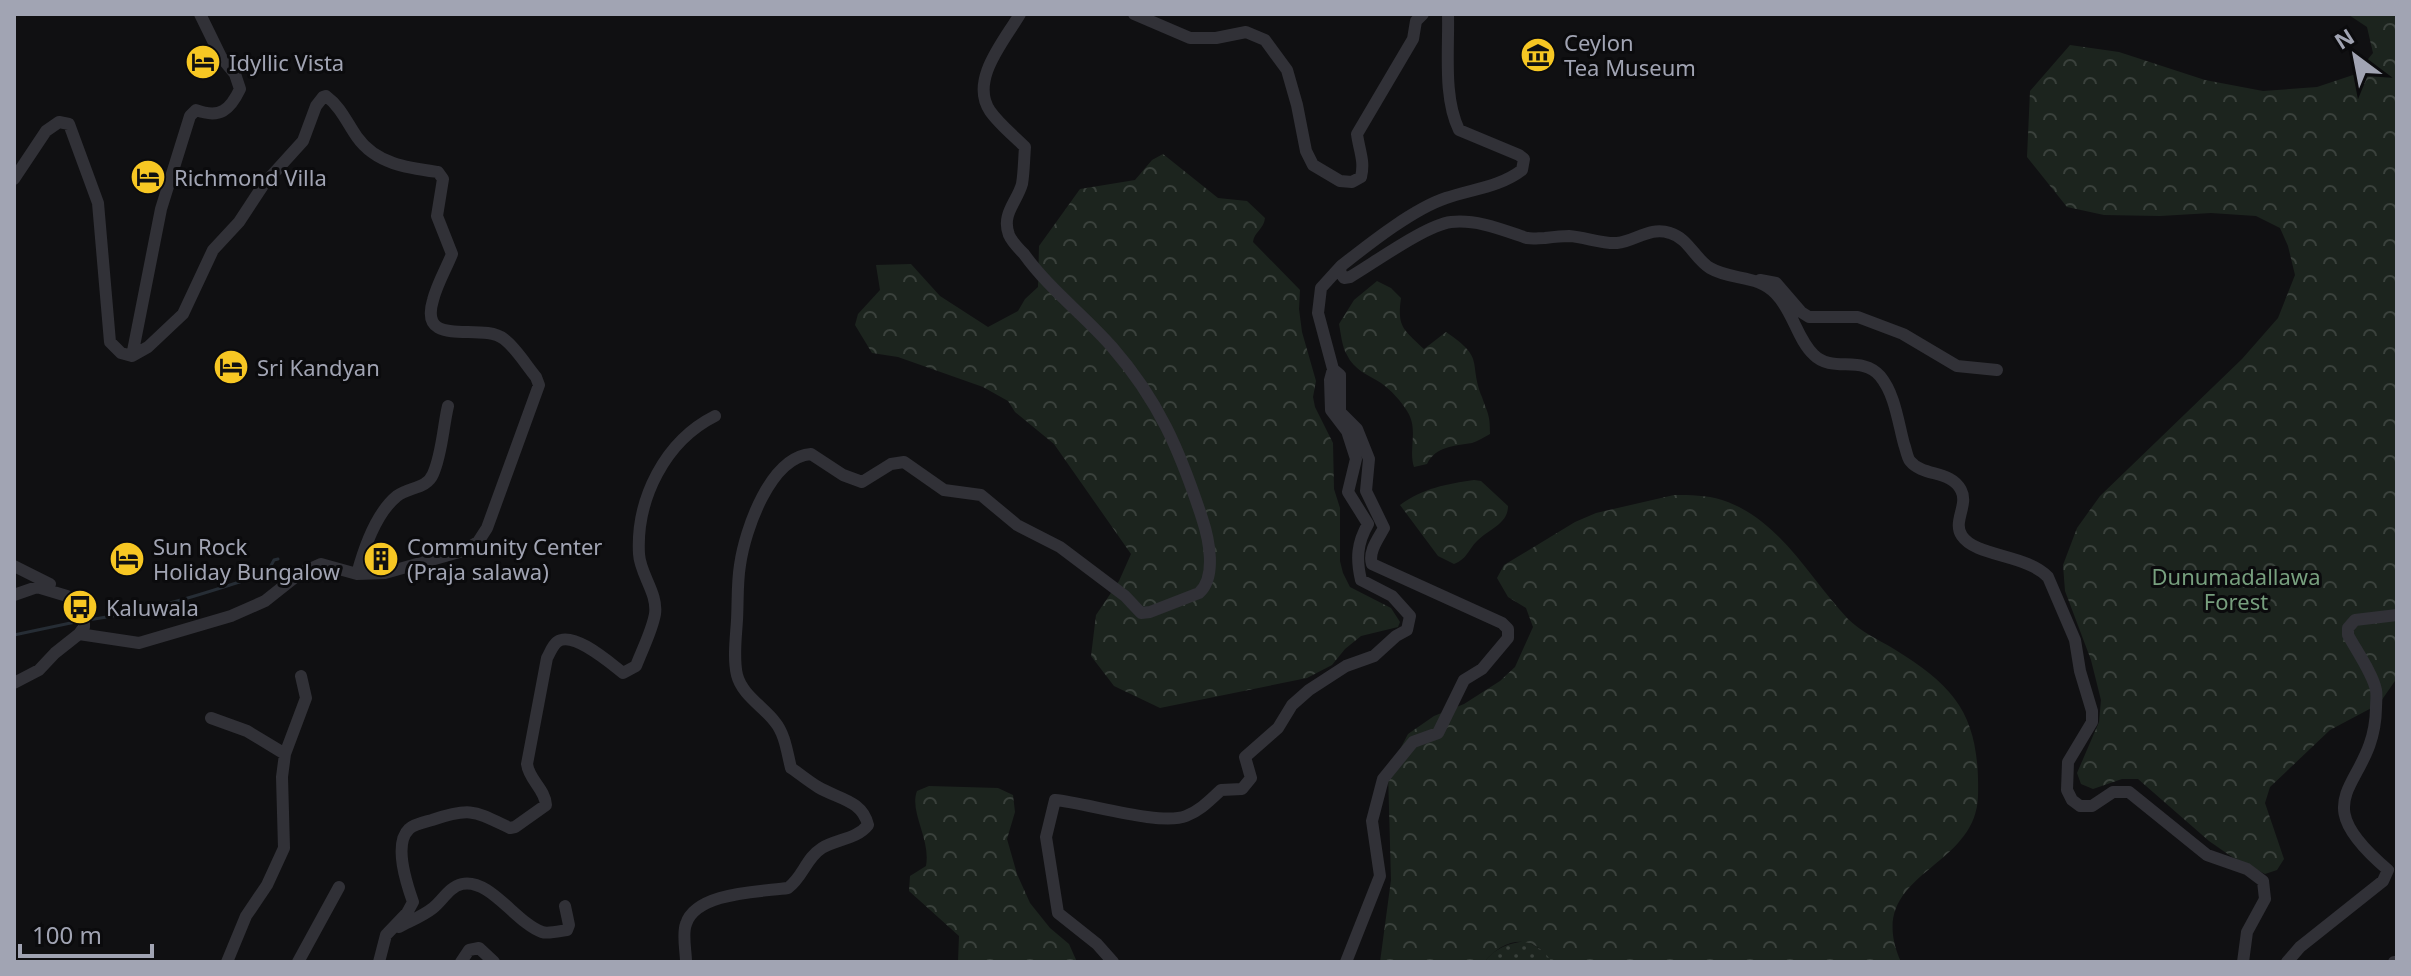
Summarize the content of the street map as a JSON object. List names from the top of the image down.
{
  "parks": ["Dunumadallawa Forest"],
  "places": {
    "museum": ["Ceylon Tea Museum"],
    "hotel": [
      "Idyllic Vista",
      "Richmond Villa",
      "Sri Kandyan",
      "Sun Rock Holiday Bungalow"
    ],
    "building": ["Community Center (Praja salawa)"],
    "bus stop": ["Kaluwala"]
  },
  "scale_bar": "100 m",
  "north": "top left"
}
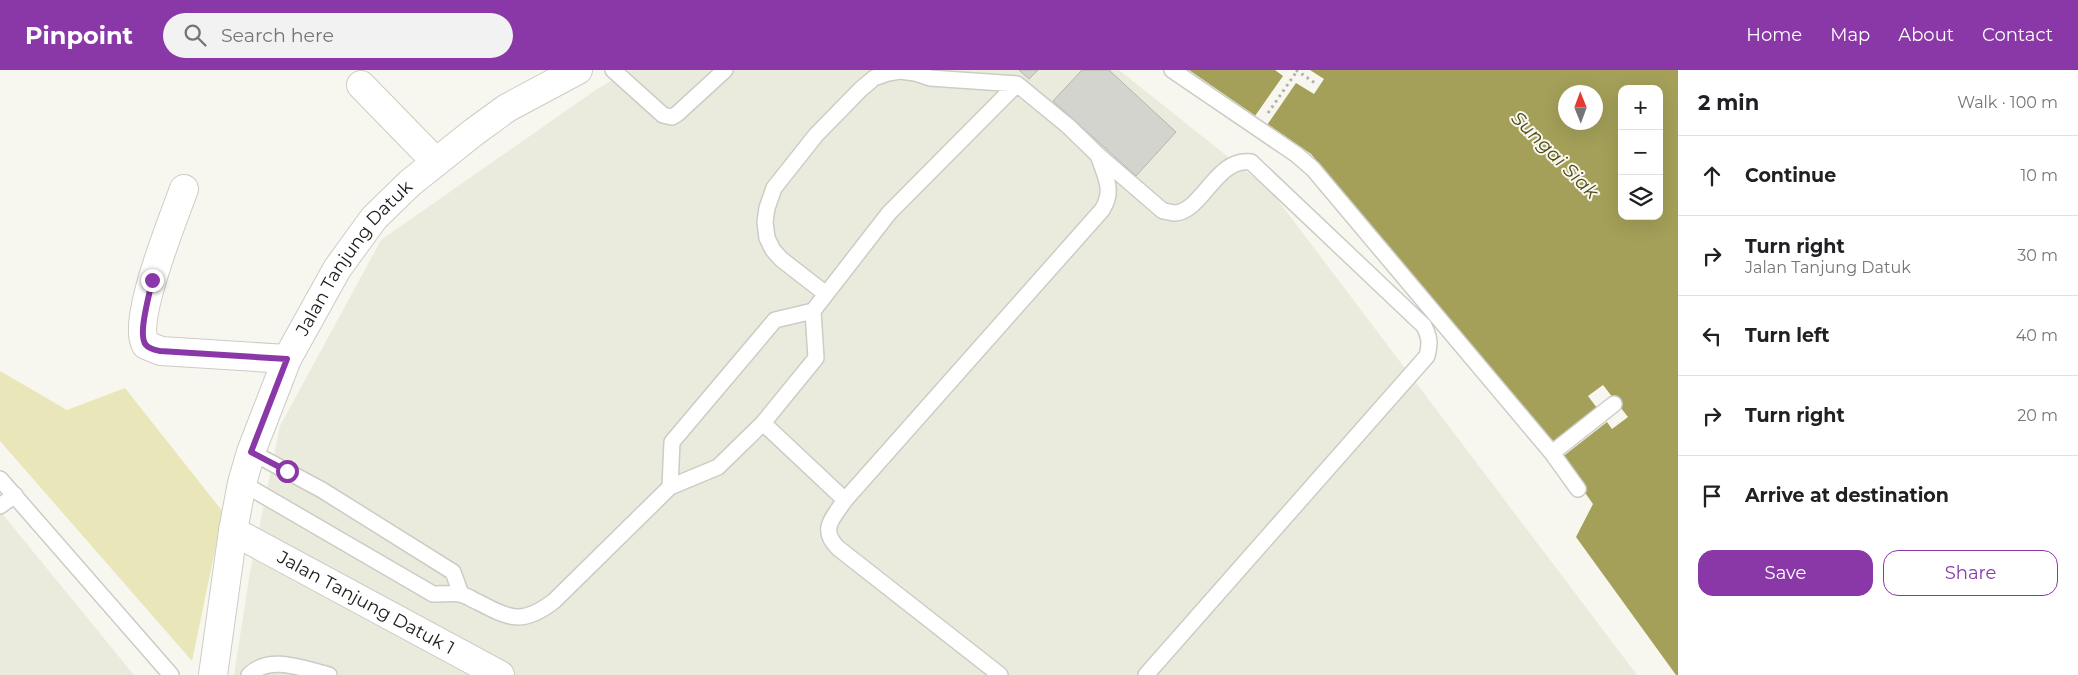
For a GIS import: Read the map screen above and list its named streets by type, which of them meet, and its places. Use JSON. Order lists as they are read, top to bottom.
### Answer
{
  "streets": {
    "main road": ["Jalan Tanjung Datuk", "Jalan Tanjung Datuk 1"]
  },
  "crossings": [
    ["Jalan Tanjung Datuk", "Jalan Tanjung Datuk 1"]
  ],
  "water": ["Sungai Siak"],
  "north": "top",
  "page": {
    "header": "Pinpoint",
    "search": "Search here",
    "nav": [
      "Home",
      "Map",
      "About",
      "Contact"
    ],
    "heading": ["2 min", "Walk · 100 m"],
    "map_buttons": ["+", "−"],
    "list": [
      ["Continue", "10 m"],
      ["Turn right", "Jalan Tanjung Datuk", "30 m"],
      ["Turn left", "40 m"],
      ["Turn right", "20 m"],
      "Arrive at destination"
    ],
    "buttons": ["Save", "Share"]
  }
}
-=-=-
== What the task requires ==
What you give back should be the full material above, retyped exactly, with every image removed.

== Result for this task ==
Summarize the content of the street map as a JSON object. List names from the top of the image down.
{
  "parks": ["Dunumadallawa Forest"],
  "places": {
    "museum": ["Ceylon Tea Museum"],
    "hotel": [
      "Idyllic Vista",
      "Richmond Villa",
      "Sri Kandyan",
      "Sun Rock Holiday Bungalow"
    ],
    "building": ["Community Center (Praja salawa)"],
    "bus stop": ["Kaluwala"]
  },
  "scale_bar": "100 m",
  "north": "top left"
}
For a GIS import: Read the map screen above and list its named streets by type, which of them meet, and its places. Use JSON. Order lists as they are read, top to bottom.
### Answer
{
  "streets": {
    "main road": ["Jalan Tanjung Datuk", "Jalan Tanjung Datuk 1"]
  },
  "crossings": [
    ["Jalan Tanjung Datuk", "Jalan Tanjung Datuk 1"]
  ],
  "water": ["Sungai Siak"],
  "north": "top",
  "page": {
    "header": "Pinpoint",
    "search": "Search here",
    "nav": [
      "Home",
      "Map",
      "About",
      "Contact"
    ],
    "heading": ["2 min", "Walk · 100 m"],
    "map_buttons": ["+", "−"],
    "list": [
      ["Continue", "10 m"],
      ["Turn right", "Jalan Tanjung Datuk", "30 m"],
      ["Turn left", "40 m"],
      ["Turn right", "20 m"],
      "Arrive at destination"
    ],
    "buttons": ["Save", "Share"]
  }
}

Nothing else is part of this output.